═══ Given data ═══
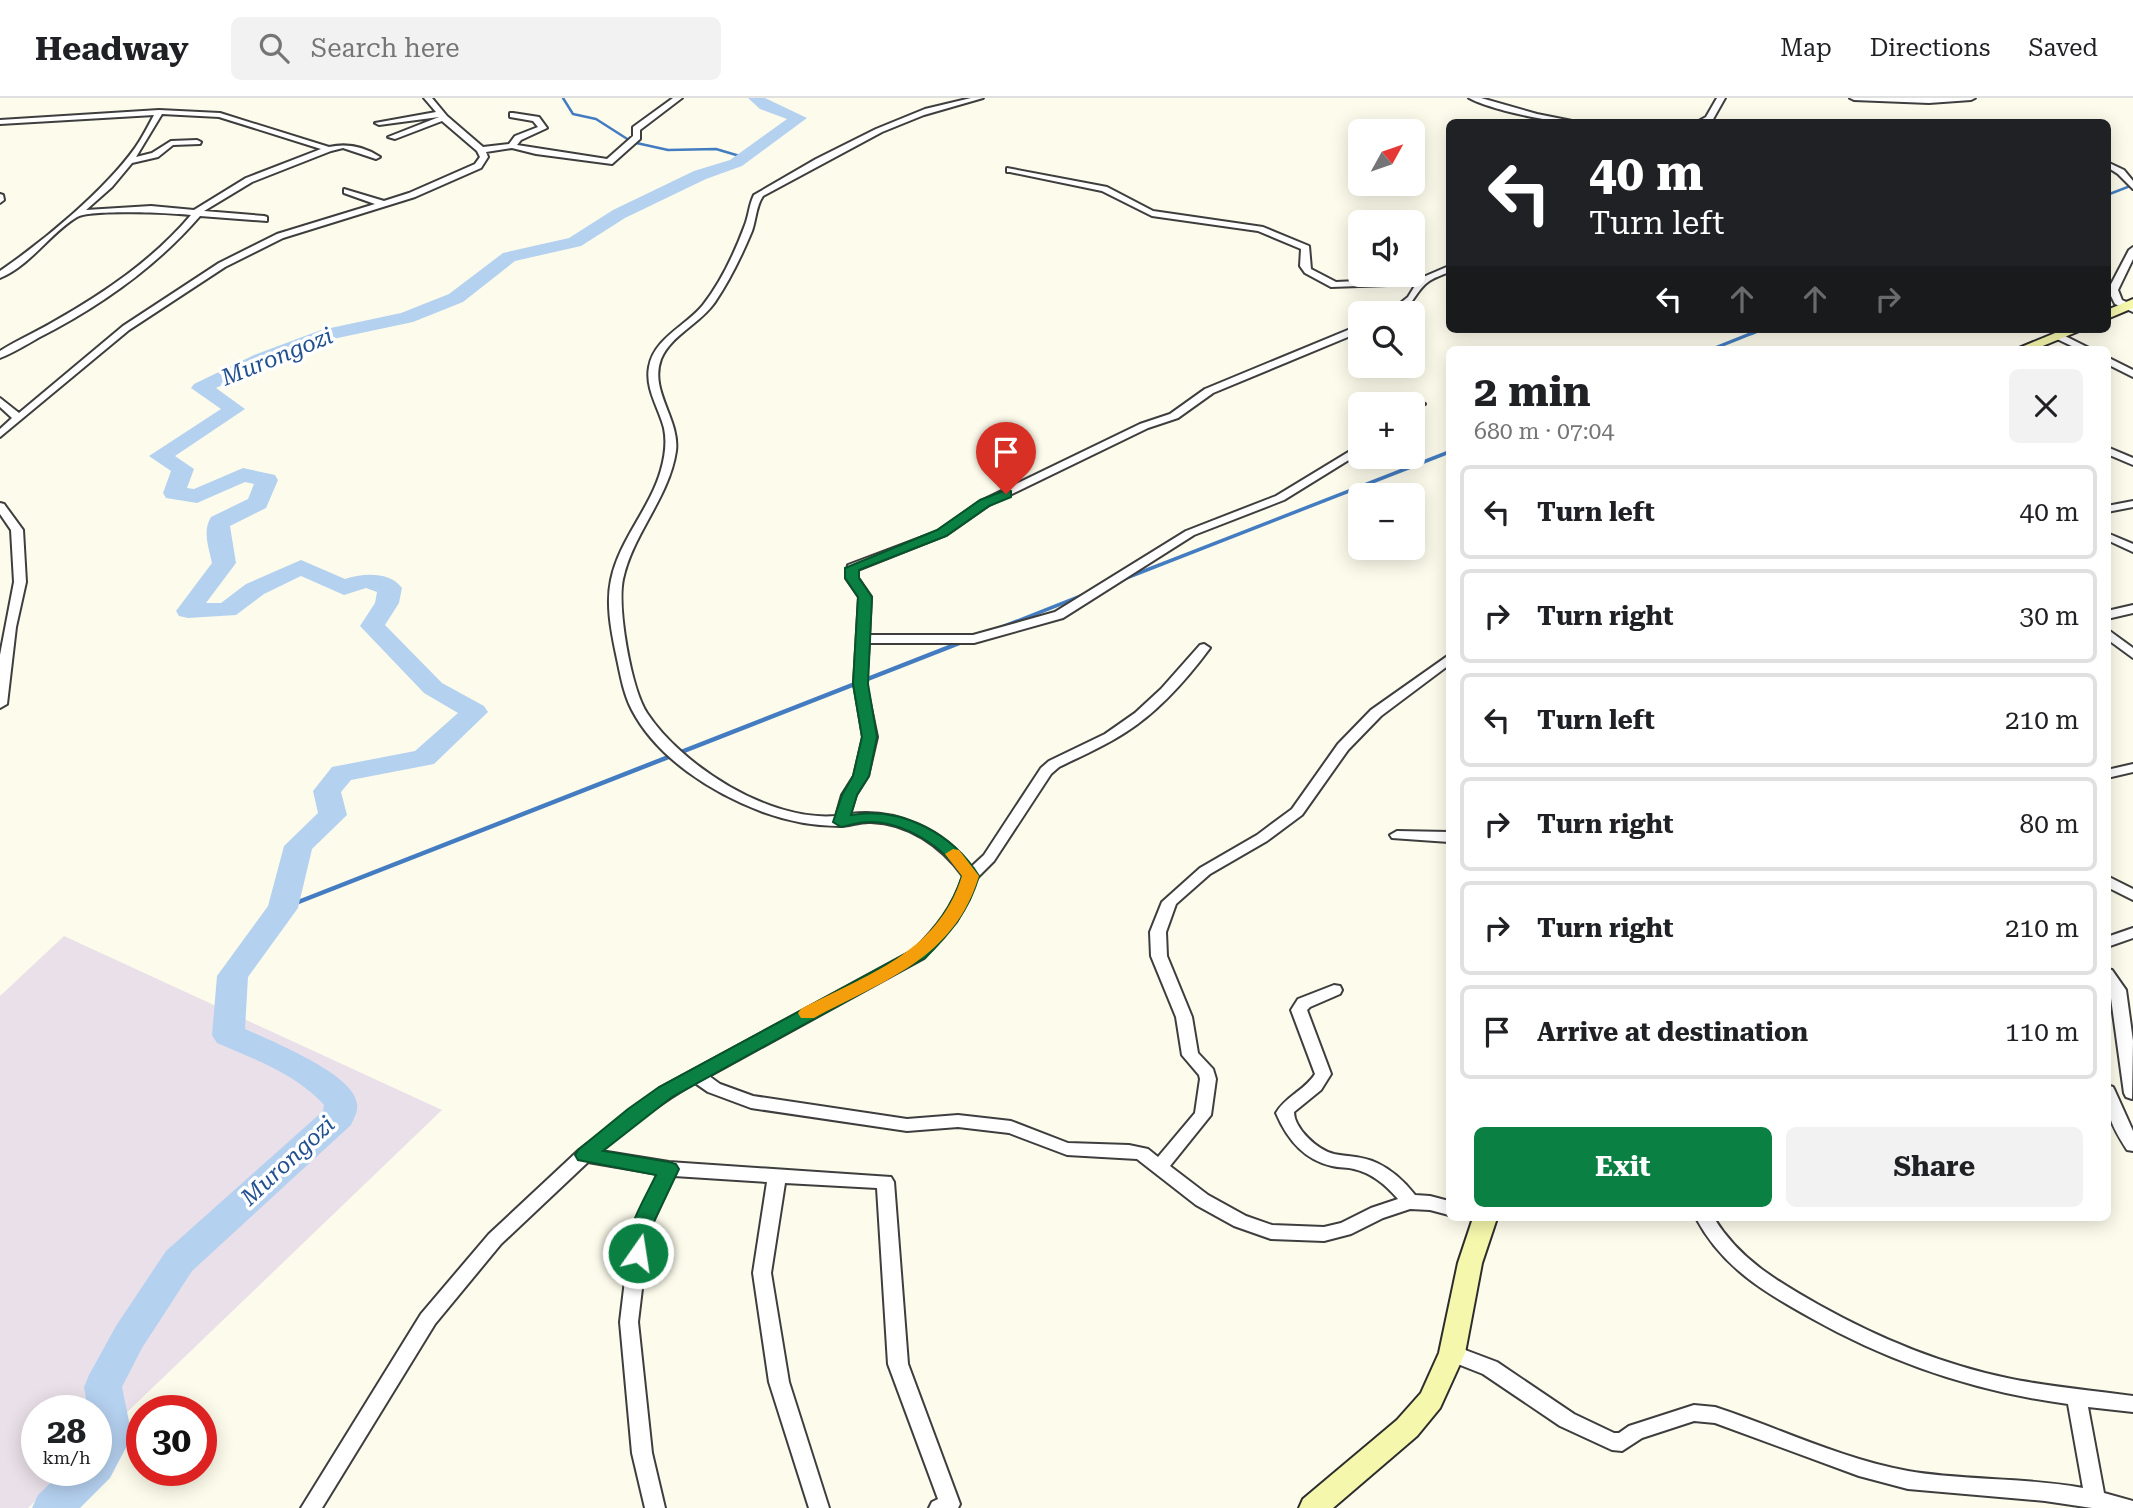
<!DOCTYPE html>
<html lang="en">
<head>
<meta charset="utf-8">
<style>
  :root { --surface:#fff; --page:#f2f2f2; --text:#202124; --muted:#757577; --line:#e0e0e0; --accent:#0b8043 }
  body { margin:0; font-family:"Roboto Serif",serif; background:var(--page); color:var(--text); height:100vh; display:flex; flex-direction:column; font-size:26px; white-space:nowrap }
  * { box-sizing:border-box; margin:0 }
  p { font-size:23px; color:var(--muted) }
  .icon { flex:none; width:38px; height:38px; fill:none; stroke:currentColor; stroke-width:2; stroke-linecap:round; stroke-linejoin:round }
  .map { position:relative; flex:1; overflow:hidden }
  .sheet { position:absolute; left:1446px; top:248px; width:665px; height:875px; display:flex; flex-direction:column; background:var(--surface); border-radius:10px; box-shadow:0 4px 18px #0003 }
  .sheet>* { flex:none }
  .guide { position:absolute; left:1446px; top:21px; width:665px; height:214px; border-radius:10px; box-shadow:0 4px 18px #0003; background:#202124; color:#fff; overflow:hidden }
  .needle { width:46px; rotate:50deg }
  .fabs { position:absolute; left:1348px; top:21px; display:grid; gap:14px }
  .fabs a { display:grid; place-items:center; width:77px; height:77px; border-radius:10px; background:var(--surface); box-shadow:0 4px 18px #0003; font-size:35px }
  .speed { position:absolute; left:21px; top:1297px; display:flex; gap:14px; font-size:35px; font-weight:700; text-align:center }
  .speed>* { display:grid; place-content:center; width:91px; height:91px; border-radius:50%; background:var(--surface); box-shadow:0 4px 18px #0003; line-height:1 }
  .speed small { font-size:18px; font-weight:400 }
  .speed .limit { border:10px solid #d22; background:#fff; color:#111 }
  .pin { position:absolute; display:grid; place-items:center; width:60px; height:60px; color:#fff; margin:-72px -30px; border-radius:50% 50% 50% 0; rotate:-45deg; box-shadow:0 0 7px #0007 }
  .pin .icon { rotate:45deg }
  .me { position:absolute; width:77px; margin:-38px; rotate:13deg; stroke-linejoin:round; filter:drop-shadow(0 0 5px #0008) }
  .turn { display:flex; align-items:center; gap:24px; height:147px; padding:0 28px; font-size:32px }
  .turn .icon { width:91px; height:91px; stroke-width:2.5 }
  .turn b { display:block; font-size:49px; line-height:60px }
  .lanes { display:flex; align-items:center; height:66px; padding:0 28px; background:#0003; justify-content:center; gap:35px; direction:ltr }
  .lanes .off { opacity:.35 }
  .round { display:grid; place-items:center; flex:none; width:74px; height:74px; border-radius:10px; background:var(--page) }
  .overview { display:flex; align-items:center; justify-content:space-between; height:119px; padding:0 28px }
  h1 { font-size:42px; font-weight:700; line-height:52px }
  .primary-button { display:flex; gap:14px; margin-top:auto; padding:14px 28px }
  .primary-button a { flex:1; height:80px; border-radius:10px; background:var(--accent); color:#fff; font-size:28px; font-weight:700; line-height:80px; text-align:center }
  .primary-button a+a { background:var(--page); color:var(--text) }
  ul { padding:0; list-style:none }
  li { display:flex; align-items:center; gap:21px; height:94px; margin:0 14px 10px; padding:0 14px; border:4px solid var(--line); border-radius:10px }
  li div { flex:1 }
  li b { display:block; font-size:26px }
  li em { font-style:normal }
  header { display:flex; align-items:center; gap:42px; box-sizing:border-box; height:98px; padding:0 35px; background:var(--surface); border-bottom:2px solid var(--line) }
  header strong { font-size:33px }
  nav { display:flex; gap:38px; margin-inline-start:auto; font-size:24px }
  .search { width:490px; height:63px; background:var(--page); display:flex; align-items:center; gap:18px; box-sizing:border-box; padding:0 24px; border-radius:10px; color:var(--muted); font-size:26px }
  .map>svg:first-child { display:block }
  .industrial { fill:#eae0e9 }
  .lines { fill:none; stroke-linecap:round; stroke-linejoin:round }
  .stream-far2 { stroke:#437cc0; stroke-width:2.5 }
  .stream-far1 { stroke:#437cc0; stroke-width:3.5 }
  .stream { stroke:#437cc0; stroke-width:4.5 }
  .river { fill:#b5d1f0; fill-rule:evenodd }
  .street-casing { stroke:#3e3e3e; stroke-width:4 }
  .secondary-casing { stroke:#2d2d2d; stroke-width:4 }
  .street { fill:#fff; fill-rule:evenodd }
  .secondary { fill:#f5f7ac; fill-rule:evenodd }
  .route { fill:#0b8043; stroke:#07532c; stroke-width:2 }
  .slow { fill:#f59e0b }
  .labels { text-anchor:middle; dominant-baseline:central; stroke-width:7; stroke-linejoin:round; paint-order:stroke }
  .water-label { font-size:23px; font-style:italic; fill:#215091; stroke:#fff }
</style>
</head>
<body>
<header>
<strong>Headway</strong>
<div class="search"><svg class="icon" aria-label="search" viewBox="0 0 24 24"><circle cx="10" cy="10" r="6"/><path d="M15 15l6 6"/></svg>Search here</div>
<nav><a>Map</a><a>Directions</a><a>Saved</a></nav>
</header>
<div class="map">
<svg width="2133" height="1410" viewBox="0 0 2133 1410">
  <rect width="100%" height="100%" fill="#fdfcec"/>
  <!-- industrial -->
  <path class="industrial" d="M64,838L442,1012L96,1344V1312H37V1372H68L28,1410H0V898Z"/>
  <g class="lines">
    <!-- stream-far2 -->
    <path class="stream-far2" d="M563,0L573,16L596,21L632,44L668,52L716,51L743,59
      M2107,97L2133,87
      M1751,236L1763,231"/>
    <!-- stream-far1 -->
    <path class="stream-far1" d="M1710,252L1755,234
      M1121,482L1449,354
      M997,531L1086,496"/>
    <!-- stream -->
    <path class="stream" d="M283,810L962,544"/>
    <!-- river -->
    <path class="river" d="M748,0H765L807,20L742,68L706,81L625,120L581,148L515,163L463,204L413,224L333,241L268,265L216,290L245,311L175,358L194,371L187,390L194,391L243,370L275,377L278,382L266,410L230,428L236,465L206,505H221L246,486L301,462L345,481C362,475 390,473 402,490L399,505L385,527L442,585L484,608L488,614L434,666L351,682L341,694L347,717L312,751L298,810L248,879L245,931C269,942 355,976 357,1006C358,1014 354,1020 351,1027L192,1173L142,1250L122,1289L132,1338L110,1380L80,1410H32L38,1397L64,1372H96V1312H88L84,1289L89,1277L116,1228L166,1153L323,1013L324,1007C296,976 254,961 217,945L212,937L217,878L268,808L284,748L318,715L313,693L332,669L415,653L458,615L424,595L360,528L375,505L377,494L366,490L344,497L301,478L264,496L236,517L188,520L179,518L176,513L212,465C209,450 202,433 211,419L248,401L254,386L245,384L197,405L166,400L163,395L171,373L149,358L221,311L191,290L194,286L254,257L321,232L401,215L449,196L503,155L569,140L613,112L694,73L730,62L787,21L760,11Z"/>
    <!-- street casing -->
    <g class="street-casing">
      <path id="street" d="M424,0H432L447,18L483,49L509,46L515,38L538,29L533,23L510,19V15H513L539,19L547,30L521,42L517,47L607,61L633,38V29L673,0H682L640,32V41L612,66L536,56L512,50L486,54L488,59L481,70L415,99L283,140L225,169L129,232L0,339V331L12,320L0,309V300L19,315L123,228L219,165L277,136L375,106L344,95V91L384,103L409,95L475,66L480,59L477,53L442,23L395,41L388,39L439,19L379,27L375,25L436,14Z
        M971,0H983L924,17L882,34L763,98C756,108 756,122 752,133C742,157 730,182 715,204C701,225 671,237 661,261C649,293 680,321 676,353C669,400 633,435 623,481C617,510 631,590 647,615C682,668 770,724 836,718L842,697L854,678L863,639L854,586L859,499L846,480L848,467L938,433L981,403L1140,326L1170,316L1205,291L1360,227V234L1213,295L1178,320L1148,330L989,407L946,437L858,472V480L871,499L869,537H973L1055,514L1186,433L1276,398L1360,347V355L1284,402L1194,437L1063,520L974,545H869L866,586L877,639L868,678L856,697L850,716C896,710 944,731 971,769L984,757L1041,670L1049,663L1105,636L1135,615L1161,591L1200,547L1204,546L1210,550C1187,581 1159,613 1126,634C1105,648 1081,658 1059,669L1051,676L994,763L977,780L969,801L956,824L924,860L709,978L720,986L753,998L907,1021L958,1017L1011,1023L1068,1045L1129,1047L1148,1051L1158,1059L1195,1015L1200,981L1199,977L1182,957L1176,919L1151,858L1150,834L1162,804L1200,770L1257,737L1292,711L1338,646L1371,612L1449,557V567L1381,618L1348,652L1302,717L1267,743L1210,776L1176,806L1166,834L1167,858L1192,919L1198,955L1213,971L1216,981L1211,1017L1170,1068L1208,1097L1246,1118L1272,1127L1324,1129L1341,1125L1371,1110L1398,1101C1387,1088 1372,1075 1354,1071C1347,1069 1340,1070 1332,1068C1304,1062 1287,1041 1276,1015C1286,998 1305,992 1315,976L1291,912L1298,901L1334,887L1340,888L1342,892L1340,896L1310,909L1307,912L1331,976L1321,992L1294,1014C1294,1030 1317,1052 1334,1056C1349,1059 1362,1058 1377,1065C1392,1072 1405,1084 1415,1097L1430,1098L1449,1103V1117L1430,1112L1410,1111L1383,1120L1351,1136L1324,1143L1271,1141L1234,1128L1196,1107L1137,1061L1067,1057L1009,1035L958,1029L907,1033L751,1010L708,994L695,985C661,1004 631,1028 601,1053L669,1064L891,1079L894,1084L908,1266L960,1406L958,1410H929L932,1404L938,1401L888,1266L877,1090L785,1085L771,1175L789,1284L829,1410H809L769,1284L753,1175L767,1084L674,1078L649,1132L638,1224L652,1355L665,1410H645L632,1355L620,1224L631,1132L658,1076L588,1064L501,1146L435,1226L322,1410H301L421,1216L489,1136L579,1052L660,990L914,852C936,830 953,809 963,778C941,748 908,725 871,724C860,723 850,728 840,728C814,728 788,723 763,714C712,695 657,660 632,612C623,595 620,574 616,556C611,532 606,506 611,482C619,442 650,411 661,372C665,358 667,344 664,330C659,310 645,291 649,269C654,240 686,228 703,207C721,184 735,154 745,127C749,117 749,107 754,97L816,61L876,31L925,11Z
        M1469,0H1481L1537,16L1577,24C1554,26 1489,11 1469,0Z
        M1717,0H1725L1712,23L1697,24L1706,19Z
        M1850,0H1975L1971,2L1929,5L1854,2Z
        M159,12L220,15L329,49C347,45 365,49 380,59L376,61L343,50L331,53L252,84L204,113L264,118L267,119V123L200,118C155,170 99,209 38,240C26,247 13,255 0,260V253C17,242 36,234 53,224C104,195 153,162 191,117C172,115 91,111 77,119C49,136 31,167 0,180V173C45,142 104,93 135,50C142,40 148,28 154,17L0,26V22ZM162,16L219,19L321,51L246,80L194,112L151,108L86,112L112,89L132,65L158,59L173,47L200,46L201,44L197,42L171,43L152,55L136,59Z
        M2107,64L2124,72L2133,83V91L2118,76L2107,69Z
        M1007,70L1107,89L1153,113L1263,129L1309,148L1311,171L1336,184L1421,180L1449,168V174C1442,177 1433,180 1428,184C1412,196 1413,215 1388,215L1408,199L1416,186L1331,189L1305,175L1300,168L1301,151L1258,133L1152,118L1102,93L1010,74H1007Z
        M0,96L3,97L4,102L0,105Z
        M2133,149V161L2118,192L2122,202L2133,207V214L2115,206L2108,192L2129,152Z
        M2057,237H2063L2093,252H2080L2057,241Z
        M2107,259L2133,272V279L2107,266Z
        M1420,303L1425,306L1412,313L1411,306Z
        M2107,349L2133,360V367L2107,356Z
        M2133,403V409L2107,414V408Z
        M0,405L4,406L23,432L26,484L16,529L7,606L0,610V557L14,484L11,432L0,416Z
        M2107,435L2133,446V454L2107,442Z
        M2133,507V515L2107,521V513Z
        M2107,531L2133,550V560L2107,541Z
        M2133,666V674L2107,680V672Z
        M1397,733L1449,734V744L1392,740L1390,737Z
        M2107,778L2133,791V802L2107,789Z
        M2133,830V840L2107,849V839Z
        M2107,871L2112,872L2126,892L2133,943L2132,1001L2126,999L2124,995L2110,893L2107,888Z
        M2107,987L2113,989L2115,993L2133,1033V1053L2127,1052C2110,1025 2107,1018 2107,987Z
        M1696,1120H1714C1739,1161 1778,1184 1819,1207C1878,1240 1941,1266 2007,1280C2049,1289 2091,1292 2133,1298V1314L2088,1309L2104,1395L2133,1403V1410H2092L2045,1403L1908,1391L1859,1378L1715,1325L1694,1323L1642,1340L1622,1353L1612,1352L1560,1328L1483,1276L1445,1261L1443,1255L1445,1249L1452,1247L1497,1264L1574,1316L1614,1335H1619L1629,1328L1694,1307L1715,1309C1779,1330 1841,1361 1908,1373C1966,1383 2025,1379 2083,1390L2068,1306C1977,1294 1891,1265 1811,1220C1764,1194 1722,1169 1696,1120Z"/>
    </g>
    <!-- secondary casing -->
    <g class="secondary-casing">
      <path id="secondary" d="M2133,201V210L2107,221V212Z
        M2065,231H2084L2033,252H2014Z
        M1473,1120H1497L1482,1165L1465,1255L1440,1310L1417,1338L1333,1410H1299L1303,1401L1397,1322L1421,1295L1439,1255L1458,1165Z"/>
    </g>
    <!-- street -->
    <use href="#street" class="street"/>
    <!-- secondary -->
    <use href="#secondary" class="secondary"/>
  </g>
  <!-- route -->
  <path class="route" d="M1006,392L1011,393V399L989,408L946,438L859,472V480L872,499L868,586L877,639L869,678L857,697L851,717C901,708 953,736 979,778C969,812 950,836 925,860L672,999L603,1053L669,1064L676,1066L679,1071L650,1132L645,1161L638,1163L630,1161C619,1140 647,1097 656,1077L578,1062L575,1057L578,1052L628,1011L659,989L913,852C936,830 952,809 962,778C945,749 903,723 868,724C859,724 850,727 841,729L833,724L842,697L853,678L862,639L853,586L858,499L845,480V470L937,432L980,402Z"/>
  <!-- slow -->
  <path class="slow" d="M953,751L959,752L979,778C954,861 884,882 814,920H801L798,915L801,911C866,877 938,855 962,778L945,756Z"/>
  <g class="labels">
    <!-- water labels -->
    <g class="water-label">
      <text transform="translate(277 259) rotate(-22)">Murongozi</text>
      <text transform="translate(288 1063) rotate(-43)">Murongozi</text>
    </g>
  </g>
</svg>
<div class="fabs">
<a><svg class="needle" viewBox="-14 -14 28 28"><path d="M0-13l5 13h-10z" fill="#e53935"/><path d="M0 13l5-13h-10z" fill="#757577"/></svg></a>
<a><svg class="icon" aria-label="sound" viewBox="0 0 24 24"><path d="M4 9h4l5-4v14l-5-4H4zM17 9q2 3 0 6"/></svg></a>
<a><svg class="icon" aria-label="search" viewBox="0 0 24 24"><circle cx="10" cy="10" r="6"/><path d="M15 15l6 6"/></svg></a>
<a>+</a>
<a>−</a>
</div>
<div class="speed"><div>28<small>km/h</small></div><div class="limit">30</div></div>
<div class="pin" style="left:1006px;top:396px;background:#d93025"><svg class="icon" aria-label="arrive" viewBox="0 0 24 24"><path d="M6 21V4h12l-3 4 3 4H6"/></svg></div>
<svg class="me" style="left:638px;top:1155px" viewBox="-20 -20 40 40"><circle r="17" fill="#0b8043" stroke="#fff" stroke-width="3"/><path d="M0-11L8 9 0 5-8 9z" fill="#fff"/></svg>
<div class="guide">
<div class="turn"><svg class="icon" aria-label="left" viewBox="0 0 24 24"><path d="M17 20v-9H6M10 6l-5 5 5 5"/></svg><div><b>40 m</b>Turn left</div></div>
<div class="lanes"><svg class="icon" aria-label="left" viewBox="0 0 24 24"><path d="M17 20v-9H6M10 6l-5 5 5 5"/></svg><svg class="icon off" aria-label="ahead" viewBox="0 0 24 24"><path d="M12 20V5M6 11l6-6 6 6"/></svg><svg class="icon off" aria-label="ahead" viewBox="0 0 24 24"><path d="M12 20V5M6 11l6-6 6 6"/></svg><svg class="icon off" aria-label="right" viewBox="0 0 24 24"><path d="M7 20v-9h11M14 6l5 5-5 5"/></svg></div>
</div>
<section class="sheet">
<div class="overview"><div><h1>2 min</h1><p>680 m · 07:04</p></div><a class="round"><svg class="icon" aria-label="close" viewBox="0 0 24 24"><path d="M6 6l12 12M18 6L6 18"/></svg></a></div>
<ul>
<li><svg class="icon" aria-label="left" viewBox="0 0 24 24"><path d="M17 20v-9H6M10 6l-5 5 5 5"/></svg><div><b>Turn left</b></div><em>40 m</em></li>
<li><svg class="icon" aria-label="right" viewBox="0 0 24 24"><path d="M7 20v-9h11M14 6l5 5-5 5"/></svg><div><b>Turn right</b></div><em>30 m</em></li>
<li><svg class="icon" aria-label="left" viewBox="0 0 24 24"><path d="M17 20v-9H6M10 6l-5 5 5 5"/></svg><div><b>Turn left</b></div><em>210 m</em></li>
<li><svg class="icon" aria-label="right" viewBox="0 0 24 24"><path d="M7 20v-9h11M14 6l5 5-5 5"/></svg><div><b>Turn right</b></div><em>80 m</em></li>
<li><svg class="icon" aria-label="right" viewBox="0 0 24 24"><path d="M7 20v-9h11M14 6l5 5-5 5"/></svg><div><b>Turn right</b></div><em>210 m</em></li>
<li><svg class="icon" aria-label="arrive" viewBox="0 0 24 24"><path d="M6 21V4h12l-3 4 3 4H6"/></svg><div><b>Arrive at destination</b></div><em>110 m</em></li>
</ul>
<div class="primary-button"><a>Exit</a><a>Share</a></div>
</section>
</div>
</body>
</html>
═══
> [What to produce]
Return every line from the entries above that contains the word "header".

> [Written response]
  header { display:flex; align-items:center; gap:42px; box-sizing:border-box; height:98px; padding:0 35px; background:var(--surface); border-bottom:2px solid var(--line) }
  header strong { font-size:33px }
<header>
</header>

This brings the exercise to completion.